In Sakai terminology, a component is any collection of resources and/or code intended to be used by or shared with Sakai tools (webapps). Shared Sakai service APIs are deployed to the shared location of the servlet container. This location is visible to all web applications and so are the service interfaces. Implementations of these interfaces must be loaded at container startup. The Sakai Component Manager is responsible for loading the service implementations and making them accessible to Sakai tools (web applications).

More info on the component manager (is hard to find):

Relation to industry norms

The Sakai component manager is a non-standard environment in terms of the wider Java software industry. There are currently two major schools of approaches attacking the same issue:

  • The EJB/"full J2EE" model as operated by full-scale (often commercial) containers such as JBoss, WebLogic etc.
  • The OSGi component model as operated by containers such as Apache Felix, Eclipse Equinox, Knopflerfish, etc.

The first alternative was available at the time of initial design of the current solution (2002-2003) and was dismissed on the grounds of constituting an enormously heavyweight and generaly unperformant solution that would generally impede development. Some of these concerns have since been addressed with a slightly more lightweight EJB3 (JSR 220) model but I believe it is fair to say the kernel group (comments?) still believes this model inappropriately heavyweight for our community model and practices.

The second alternative has been emerging gradually over the 2000s, but was certainly not at an appropriate level of development in 2003. In fact it is still doubtful that a move towards an OSGi container could be defended today (late 2007) in terms of deploying a webapp container on a body of production-hardened code of reasonable pedigree, as compared to current deployments on fairly well-understood containers such as Tomcat and Websphere. However, OSGi is seeing use in a number of extremely widely-deployed environments such as Eclipse, and various embedded containers. OSGi is seeing widespread and increasing industry support - the following version 2.5 of the Spring framework will see Spring factored into a set of OSGi-compliant bundles, and the OSGi model is moving towards acceptance as the Sun JSR-291. OSGi is probably not ready today, but any work done on the component manager should be with an eye towards convergence with OSGi within the next 5 years or so.

Useful links:

Spring OSGi
Status of Open Source OSGi Containers

Requirements for the Component Manager

A wider set of requirements for the Sakai component manager are listed at Component Manager Requirements - the subset which has motivated this particular roadmap are listed here.

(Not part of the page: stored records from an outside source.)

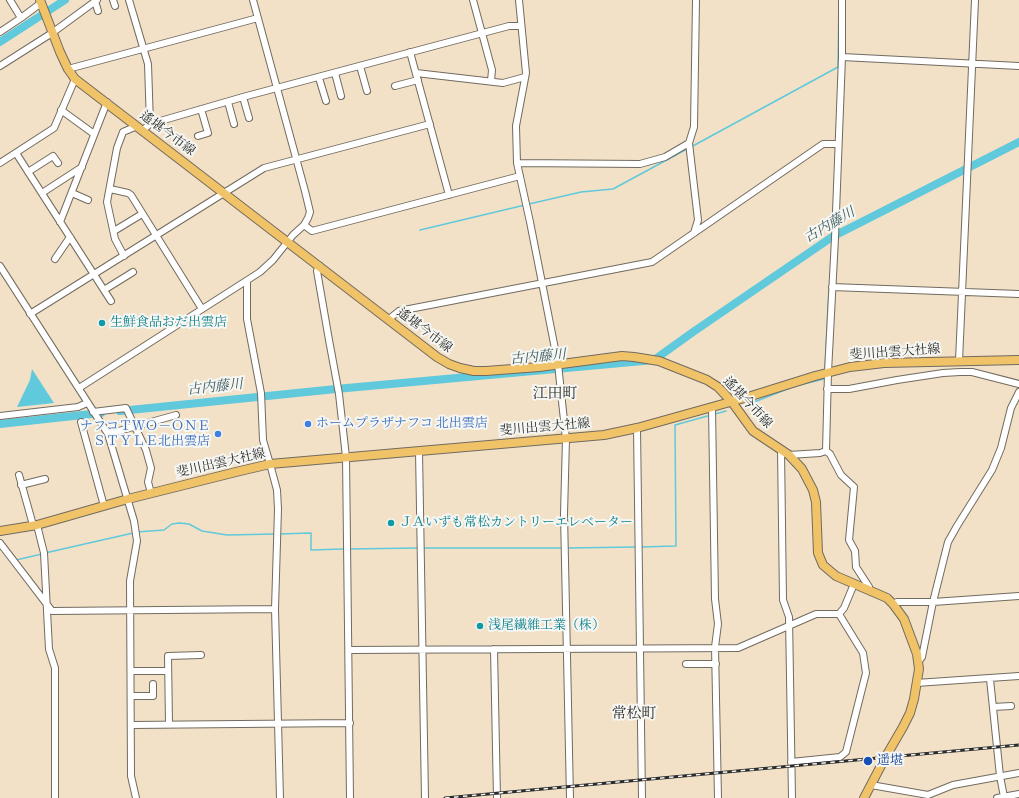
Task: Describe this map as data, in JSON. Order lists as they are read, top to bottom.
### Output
{
  "streets": {
    "main road": ["遙堪今市線", "斐川出雲大社線"]
  },
  "crossings": [
    ["遙堪今市線", "斐川出雲大社線"]
  ],
  "districts": ["江田町", "常松町"],
  "water": ["古内藤川"],
  "places": [
    "生鮮食品おだ出雲店",
    "ホームプラザナフコ 北出雲店",
    "ナフコＴＷＯ－ＯＮＥ ＳＴＹＬＥ北出雲店",
    "ＪＡいずも常松カントリーエレベーター",
    "浅尾繊維工業（株）",
    "遥堪"
  ]
}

Various aspects of the current implementation are impeding development and deployment work, as well as interoperatability with code elsewhere in the industry. Some of these issues are listed in this section. In the next section there will follow an attempt at prioritisation, also with respect to the expected workload at various points of a proposed upgrade roadmap.

Current deficiencies

  • Components may not be stopped or started whilst the installation is running.
  • Each component is not allocated a proper Spring context or ClassLoader, which prohibits the use of many Spring idioms
    • Resources may not be loaded from a component's area (without the use of hacks like this.getClassLoader().getResource - these must be placed in the shared ClassLoader
    • Execution within a component does not set the component's context ClassLoader to an appropriate value
  • It is architecturally impossible to declare implementation-private beans to a component. Every Spring bean dependency of an implementation bean must be visible to all code within Sakai.
  • It would be desirable to perform "JAR folding" for commonly-used libraries - which should be able to share code where they are using identical versions of the same libraries. Sakai's PermGen space is currently greatly inflated since every component and webapp loads separate versions of the same libraries into different classloaders.
  • Conversely, a couple of commonly-used libraries (Spring itself, and Hibernate) are inappropriately present at the shared ClassLoader level, which restricts standard usages by webapps and components alike. For example it is impossible for Spring 2.0 webapp developers to take advantage of custom Spring bean namespaces, and it is very hard to deploy technologies such as Alfresco which depend on an independent Hibernate configuration.

Draft roadmap

This section attempts to plot a "pay as you go" roadmap taking forwards the current Component Manager codebase, maintaining the greatest possible backwards compatibility with existing APIs and file layouts, whilst trying to smooth a path towards convergence with industry norms, as well as improving performance in the areas outlined above.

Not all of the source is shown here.